__Task goal__
Report every line of the records that includes the word "sans".

______________________________

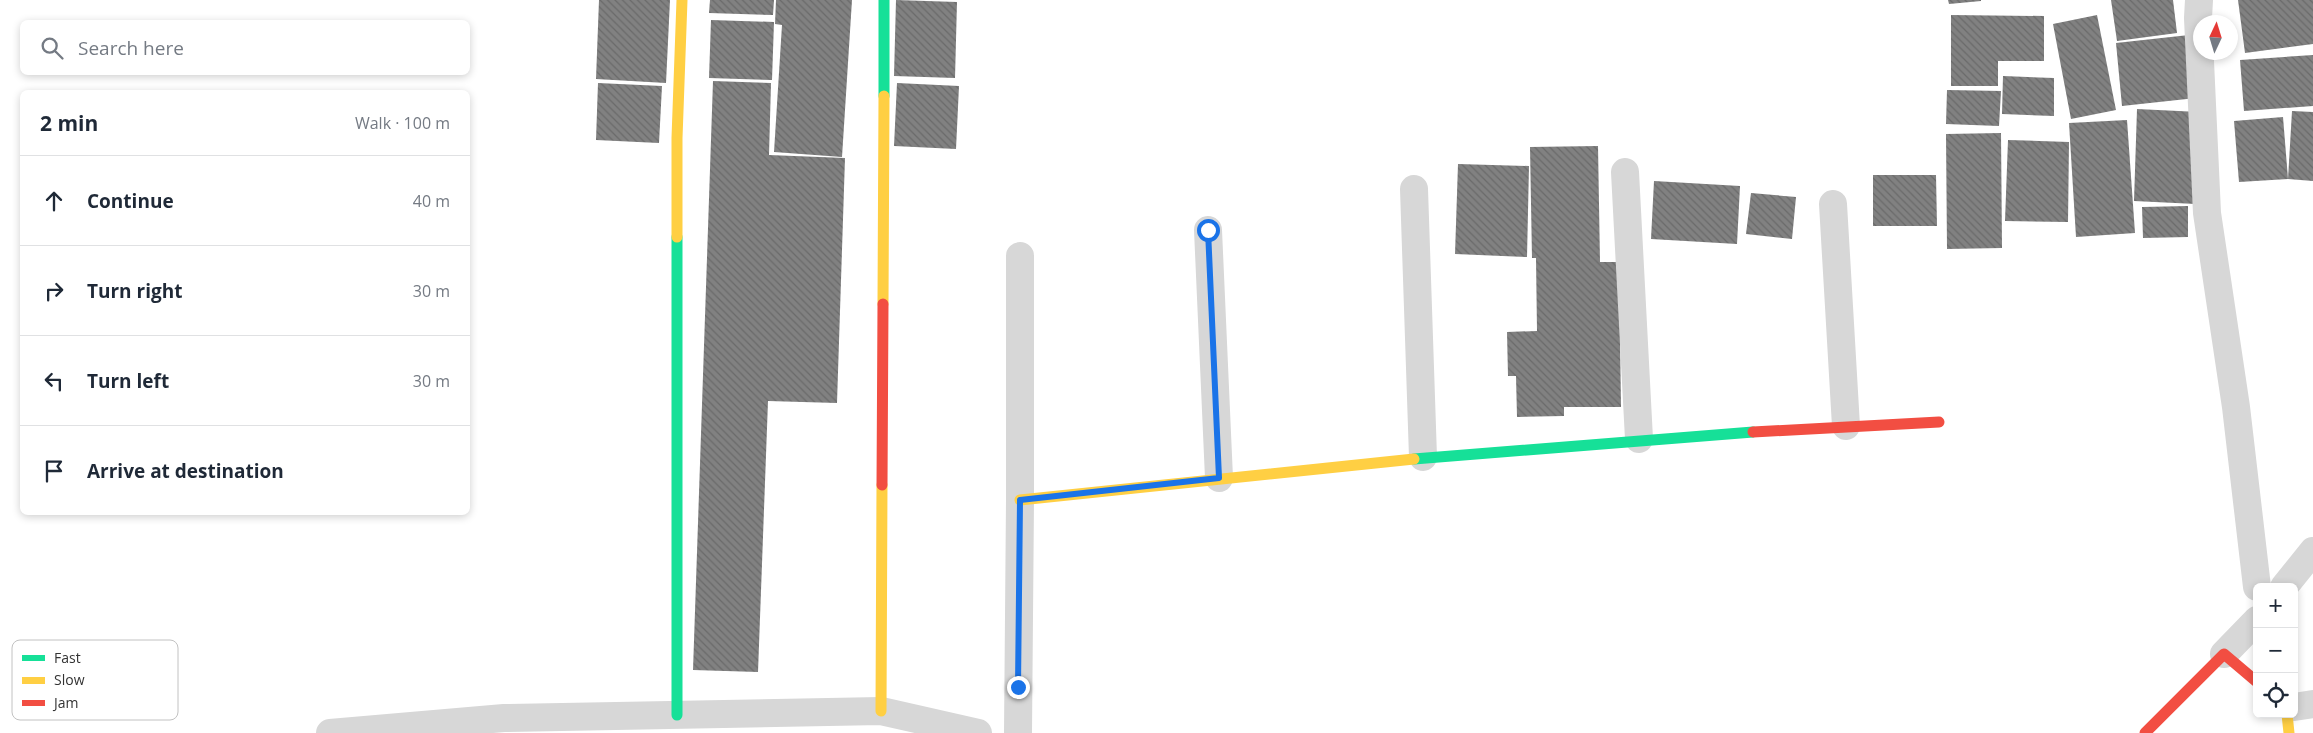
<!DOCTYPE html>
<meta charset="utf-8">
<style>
:root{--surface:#fff;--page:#f2f2f3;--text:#1f2937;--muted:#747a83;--line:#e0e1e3}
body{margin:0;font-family:"Open Sans",sans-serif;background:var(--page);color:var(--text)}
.controls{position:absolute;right:15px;bottom:15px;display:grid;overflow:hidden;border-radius:8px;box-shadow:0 2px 8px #0003}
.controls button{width:45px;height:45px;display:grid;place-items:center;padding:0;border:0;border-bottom:1px solid var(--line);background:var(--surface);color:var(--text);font:25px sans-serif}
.compass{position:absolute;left:2193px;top:15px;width:45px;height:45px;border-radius:50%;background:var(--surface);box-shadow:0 2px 8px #0003;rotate:4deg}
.stop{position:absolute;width:15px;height:15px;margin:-11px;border:4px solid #1a73e8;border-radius:50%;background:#fff}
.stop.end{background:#1a73e8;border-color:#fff;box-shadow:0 1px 5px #0008}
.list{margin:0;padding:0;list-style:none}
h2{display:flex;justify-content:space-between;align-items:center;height:65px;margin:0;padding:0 20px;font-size:21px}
h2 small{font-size:16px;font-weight:400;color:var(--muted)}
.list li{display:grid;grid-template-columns:32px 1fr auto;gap:15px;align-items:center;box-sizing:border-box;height:90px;padding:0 20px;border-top:1px solid var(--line)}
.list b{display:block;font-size:19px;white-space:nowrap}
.list em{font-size:16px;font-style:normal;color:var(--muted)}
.icon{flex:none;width:28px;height:28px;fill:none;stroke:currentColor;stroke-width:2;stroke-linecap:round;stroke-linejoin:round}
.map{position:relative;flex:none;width:2313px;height:733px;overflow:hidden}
.search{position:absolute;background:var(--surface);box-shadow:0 2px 8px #0003;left:20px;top:20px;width:450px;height:55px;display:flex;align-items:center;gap:12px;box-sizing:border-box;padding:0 18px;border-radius:8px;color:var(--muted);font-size:19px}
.panel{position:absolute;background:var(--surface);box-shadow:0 2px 8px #0003;left:20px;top:90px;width:450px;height:425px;border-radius:8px}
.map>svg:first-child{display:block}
.building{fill:url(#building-back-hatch)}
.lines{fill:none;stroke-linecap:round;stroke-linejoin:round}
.street{stroke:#d7d7d7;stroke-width:28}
.fast{stroke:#16e098;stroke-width:11}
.slow{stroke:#ffcf43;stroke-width:11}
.jam{stroke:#f24e42;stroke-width:11}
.route{stroke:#1a73e8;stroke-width:6}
.key{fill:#fff;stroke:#c2c2c2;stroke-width:1}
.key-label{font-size:14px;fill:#333}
</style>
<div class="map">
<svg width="2313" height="733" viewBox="0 0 2313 733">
<defs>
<pattern id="building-back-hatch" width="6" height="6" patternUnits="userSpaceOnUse" patternTransform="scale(1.25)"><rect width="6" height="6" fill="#818181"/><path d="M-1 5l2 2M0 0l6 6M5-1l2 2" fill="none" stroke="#6a6a6a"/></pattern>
</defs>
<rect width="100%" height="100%" fill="#fff"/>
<path class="building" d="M 599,0 L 670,0 L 666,83 L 596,79 Z
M 710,0 L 774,0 L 773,15 L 709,13 Z
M 776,0 L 852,0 L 842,157 L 774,152 L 782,25 L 775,24 Z
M 896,0 L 957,2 L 955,78 L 894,76 Z
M 1948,0 L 1981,0 L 1981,1 L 1949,4 Z
M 2111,0 L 2173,0 L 2177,33 L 2117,41 Z
M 2238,0 L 2313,0 L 2313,44 L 2245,53 Z
M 1951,15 L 2044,16 L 2044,61 L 1998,61 L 1998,86 L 1951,86 Z
M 2097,15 L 2116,110 L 2071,119 L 2053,24 Z
M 711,20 L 774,22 L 772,80 L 709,78 Z
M 2189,35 L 2196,98 L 2122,106 L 2116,43 Z
M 2313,55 L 2313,106 L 2244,111 L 2240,60 Z
M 2003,76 L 2054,78 L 2054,116 L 2002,114 Z
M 713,81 L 771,83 L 769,155 L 845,158 L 837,403 L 768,401 L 758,672 L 693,670 Z
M 598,83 L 662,86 L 659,143 L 596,140 Z
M 897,83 L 959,86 L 956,149 L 894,146 Z
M 1947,90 L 2001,91 L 1999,126 L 1946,124 Z
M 2137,109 L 2199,112 L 2196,204 L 2134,201 Z
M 2292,111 L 2313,112 L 2313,181 L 2288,179 L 2239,182 L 2234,121 L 2283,117 L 2288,179 Z
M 2127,120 L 2135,233 L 2076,237 L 2069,123 Z
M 2001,133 L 2002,248 L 1947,249 L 1946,134 Z
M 2008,140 L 2069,142 L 2068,222 L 2005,221 Z
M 1598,146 L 1600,262 L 1619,262 L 1621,407 L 1564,407 L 1564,416 L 1517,417 L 1516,376 L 1508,376 L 1507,332 L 1537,331 L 1536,258 L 1532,258 L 1530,147 Z
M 1458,164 L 1529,166 L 1527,257 L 1455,254 Z
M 1873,175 L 1936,175 L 1937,226 L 1873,226 Z
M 1654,181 L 1740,186 L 1737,244 L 1651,239 Z
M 1751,193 L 1796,197 L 1792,239 L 1746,234 Z
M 2188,206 L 2188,237 L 2143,238 L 2142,207 Z"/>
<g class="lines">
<path class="street" d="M 2199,0 L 2198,18 L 2207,213 L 2236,407 L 2257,587
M 1625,172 L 1639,439
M 1414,189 L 1423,457
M 1833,204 L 1846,426
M 1208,230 L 1219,478
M 2284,587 L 2313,551
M 2224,654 L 2257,620
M 2294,707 L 2313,704
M 330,733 L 504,718 L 881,711 L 978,733
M 1018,733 L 1020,500 L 1020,256"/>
<path class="fast" d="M 884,96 L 884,0
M 677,237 L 677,715
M 1414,459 L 1753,432"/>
<path class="slow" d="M 677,237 L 677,138 L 682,0
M 883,304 L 884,96
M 1020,500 L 1414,459
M 881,711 L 882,485
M 2287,714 L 2289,733"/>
<path class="jam" d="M 1753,432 L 1939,422
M 882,485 L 883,304
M 2145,733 L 2224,654 L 2257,682"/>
</g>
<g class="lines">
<path class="route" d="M 1018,687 L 1020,500 L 1219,478 L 1208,230"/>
</g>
<rect x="12" y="640" width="166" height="80" rx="8" class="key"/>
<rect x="22" y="655" width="23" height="6" fill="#16e098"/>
<rect x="22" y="677" width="23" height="7" fill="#ffcf43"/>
<rect x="22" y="700" width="23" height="6" fill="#f24e42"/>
<g class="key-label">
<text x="54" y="663">Fast</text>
<text x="54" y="685">Slow</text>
<text x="54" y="708">Jam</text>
</g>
</svg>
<div class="controls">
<button>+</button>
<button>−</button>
<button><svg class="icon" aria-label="locate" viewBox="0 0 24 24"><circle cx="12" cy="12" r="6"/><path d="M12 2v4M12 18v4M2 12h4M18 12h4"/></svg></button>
</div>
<svg class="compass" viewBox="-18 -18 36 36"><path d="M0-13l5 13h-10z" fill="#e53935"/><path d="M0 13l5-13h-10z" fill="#747a83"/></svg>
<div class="stop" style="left:1208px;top:230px"></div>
<div class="stop end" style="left:1018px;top:687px"></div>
<div class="search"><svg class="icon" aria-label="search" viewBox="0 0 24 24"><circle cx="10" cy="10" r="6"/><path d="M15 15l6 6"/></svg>Search here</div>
<section class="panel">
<h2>2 min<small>Walk · 100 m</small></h2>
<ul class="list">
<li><svg class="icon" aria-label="ahead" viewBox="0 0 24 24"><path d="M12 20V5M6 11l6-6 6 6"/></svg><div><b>Continue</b></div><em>40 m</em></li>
<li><svg class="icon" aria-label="right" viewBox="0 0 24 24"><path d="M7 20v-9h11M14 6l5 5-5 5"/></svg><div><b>Turn right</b></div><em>30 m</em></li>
<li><svg class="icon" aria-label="left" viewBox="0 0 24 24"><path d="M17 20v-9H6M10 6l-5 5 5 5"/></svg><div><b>Turn left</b></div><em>30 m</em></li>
<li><svg class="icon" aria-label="arrive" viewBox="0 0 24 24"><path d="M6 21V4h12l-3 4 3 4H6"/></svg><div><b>Arrive at destination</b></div></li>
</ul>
</section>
</div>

______________________________

__Response to the task__
body{margin:0;font-family:"Open Sans",sans-serif;background:var(--page);color:var(--text)}
.controls button{width:45px;height:45px;display:grid;place-items:center;padding:0;border:0;border-bottom:1px solid var(--line);background:var(--surface);color:var(--text);font:25px sans-serif}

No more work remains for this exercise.